Exercise objective:
Lines with the word "Instruction" in them must be copied from the records below.

Supplied material:
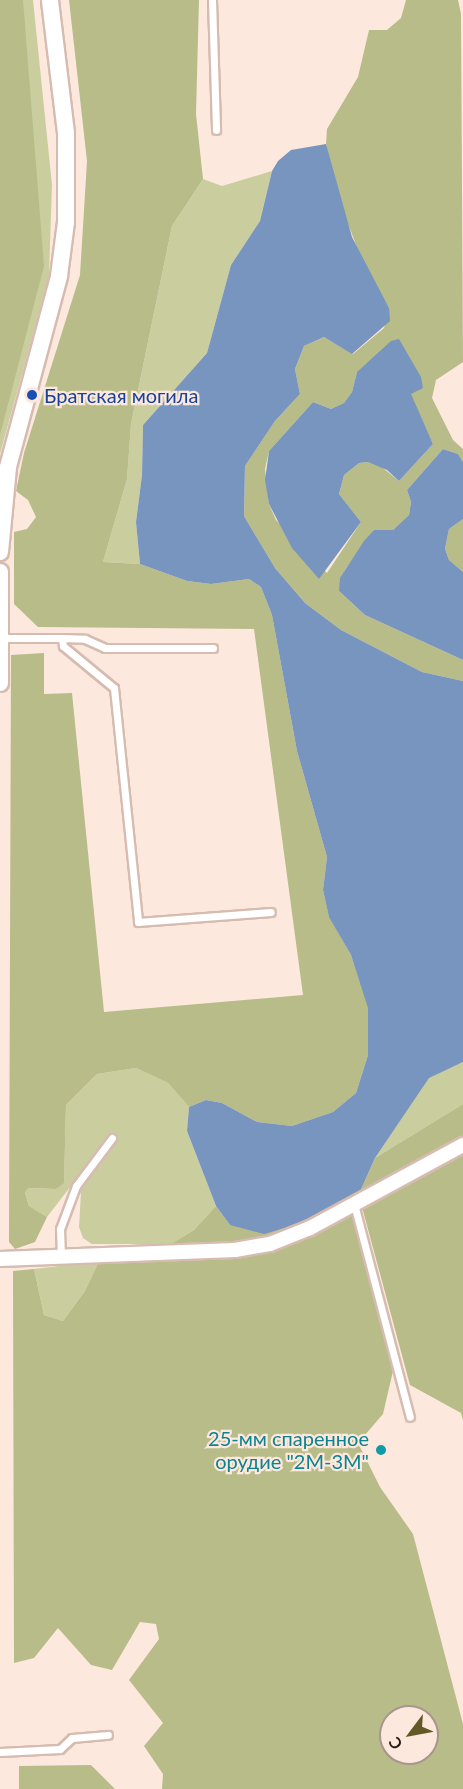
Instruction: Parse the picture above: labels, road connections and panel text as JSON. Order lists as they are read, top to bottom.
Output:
{
  "places": ["Братская могила", "25-мм спаренное орудие \"2М-3М\""],
  "north": "bottom left"
}
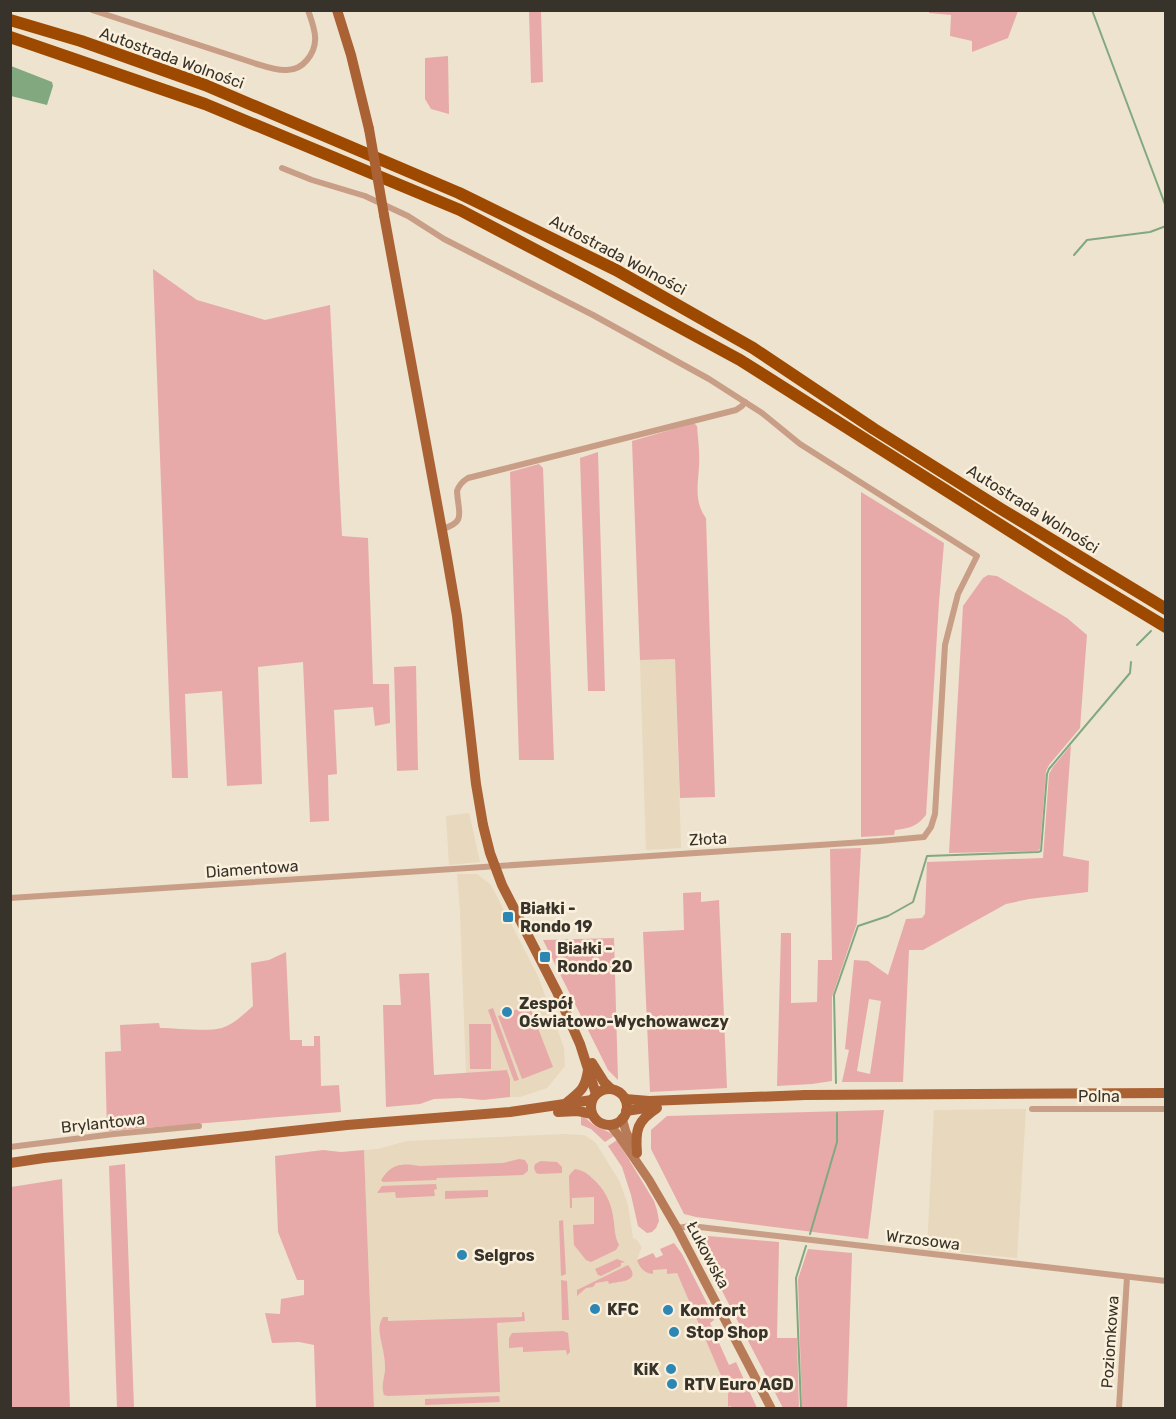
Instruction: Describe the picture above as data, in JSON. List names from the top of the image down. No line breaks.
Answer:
{"streets":{"highway":["Autostrada Wolności"],"main road":["Łukowska"],"street":["Złota","Diamentowa","Polna","Brylantowa","Wrzosowa","Poziomkowa"]},"crossings":[["Złota","Diamentowa"],["Wrzosowa","Łukowska"],["Wrzosowa","Poziomkowa"]],"places":{"transit":["Białki - Rondo 19","Białki - Rondo 20"],"other":["Zespół Oświatowo-Wychowawczy","Selgros","KFC","Komfort","Stop Shop","KiK","RTV Euro AGD"]}}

Written answer:
Instruction: Parse the picture above: labels, road connections and panel text as JSON. Order lists as they are read, top to bottom.
Instruction: Describe the picture above as data, in JSON. List names from the top of the image down. No line breaks.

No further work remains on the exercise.